1565団体参加 協力者8446人「生活丸ごと」相談 全労連中間報告
東京・日比谷公園から始まった「派遣村・街頭相談」が、全国百六十一カ所に広がっています。全労連が各地の活動について、中間報告をまとめました。一月以降、今月十四日までの取り組み状況を集計しました。今後、十四の地域でも予定されています。
相談件数は、計四千三百五十六件。内容は雇い止めや倒産、多重債務など労働問題の範囲を超え、「生活丸ごと」で各地とも共通していました。
「派遣切りにあい、仕事もお金もなく、自殺しようと思った」(岡山)「公営住宅から出ざるを得ず、軽自動車内で生活。所持金は十円で、最近は食べていない」(長野)などの実態がありました。
「非正規切り」によって職と住居を失った相談が大半で、六百四十一人が生活保護を申請しました。最多は静岡の百七件でした。
相談を通じて、労働組合に加入して立ち上がる動きも生まれています。

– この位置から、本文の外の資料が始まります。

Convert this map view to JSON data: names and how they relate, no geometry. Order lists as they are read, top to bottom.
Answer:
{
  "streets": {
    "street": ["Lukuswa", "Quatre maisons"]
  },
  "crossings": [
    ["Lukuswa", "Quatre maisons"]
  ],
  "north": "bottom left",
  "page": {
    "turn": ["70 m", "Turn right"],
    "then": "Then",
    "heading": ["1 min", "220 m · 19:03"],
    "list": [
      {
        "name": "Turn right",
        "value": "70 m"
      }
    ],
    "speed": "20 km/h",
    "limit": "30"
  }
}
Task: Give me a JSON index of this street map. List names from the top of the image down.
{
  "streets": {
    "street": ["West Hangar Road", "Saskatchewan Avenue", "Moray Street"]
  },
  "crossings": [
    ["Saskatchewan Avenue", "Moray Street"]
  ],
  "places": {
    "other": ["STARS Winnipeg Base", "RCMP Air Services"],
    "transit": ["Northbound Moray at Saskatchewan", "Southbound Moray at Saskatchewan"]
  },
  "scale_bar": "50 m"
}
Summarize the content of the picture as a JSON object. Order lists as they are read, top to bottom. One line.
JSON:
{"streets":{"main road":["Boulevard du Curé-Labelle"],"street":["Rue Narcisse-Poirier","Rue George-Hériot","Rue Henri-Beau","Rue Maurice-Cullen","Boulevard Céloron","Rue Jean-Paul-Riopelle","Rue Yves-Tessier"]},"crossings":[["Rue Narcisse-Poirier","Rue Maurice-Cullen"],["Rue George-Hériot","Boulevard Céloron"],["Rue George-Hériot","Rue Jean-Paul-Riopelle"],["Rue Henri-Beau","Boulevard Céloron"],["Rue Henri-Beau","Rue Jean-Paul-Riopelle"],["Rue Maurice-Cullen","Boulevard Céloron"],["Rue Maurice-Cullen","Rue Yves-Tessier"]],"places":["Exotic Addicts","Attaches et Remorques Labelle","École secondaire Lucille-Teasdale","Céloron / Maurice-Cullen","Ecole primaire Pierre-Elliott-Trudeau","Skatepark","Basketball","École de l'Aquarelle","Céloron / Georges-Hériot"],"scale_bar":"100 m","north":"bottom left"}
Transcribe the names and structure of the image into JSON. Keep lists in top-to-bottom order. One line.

相談から、ローカルユニオンや個人加盟労組に加入したのは百一人。違法な派遣労働の実態もわかり、労働局への申告は二十一件に達しました。
健康問題など多様な相談に対応するため、参加団体は計千五百六十五組織にのぼりました。個人の参加もあり、相談員やボランティア要員として八千四百四十六人が協力しました。弁護士や社会保険労務士、医者、人権団体、宗教団体、金融機関、政党、平和団体、連合、全労協の役員も参加し、共同を広げています。
静岡県浜松市では、全労連、全労協の各地域・加盟組織や金融機関まで共同。各地で、共同から新たなネットワーク作りのほか、恒常的な「派遣村」の開設に発展しています。支援物資やカンパ運動も取り組まれ、基金を作る動きもあります。
職員の休日配置など積極的な対応をする自治体も出ています。生活保護申請などを行うために、事前に協力を要請したところ自治体側は「日曜日であっても窓口を開き、受理する」(浜松市)や、「百人分のアパート宿泊先を確保し、対応」(愛知県岡崎市)などと回答。鳥取市では、開村日の開所式で市長があいさつしました。
全労連は「『派遣村・街頭相談』を引き続き発展させ、非正規・正規労働者をはじめ、『貧困状態』に陥っている国民諸階層の問題解決に取り組む」と強調。労働者派遣法の抜本改正を求める運動につなげていくとしています。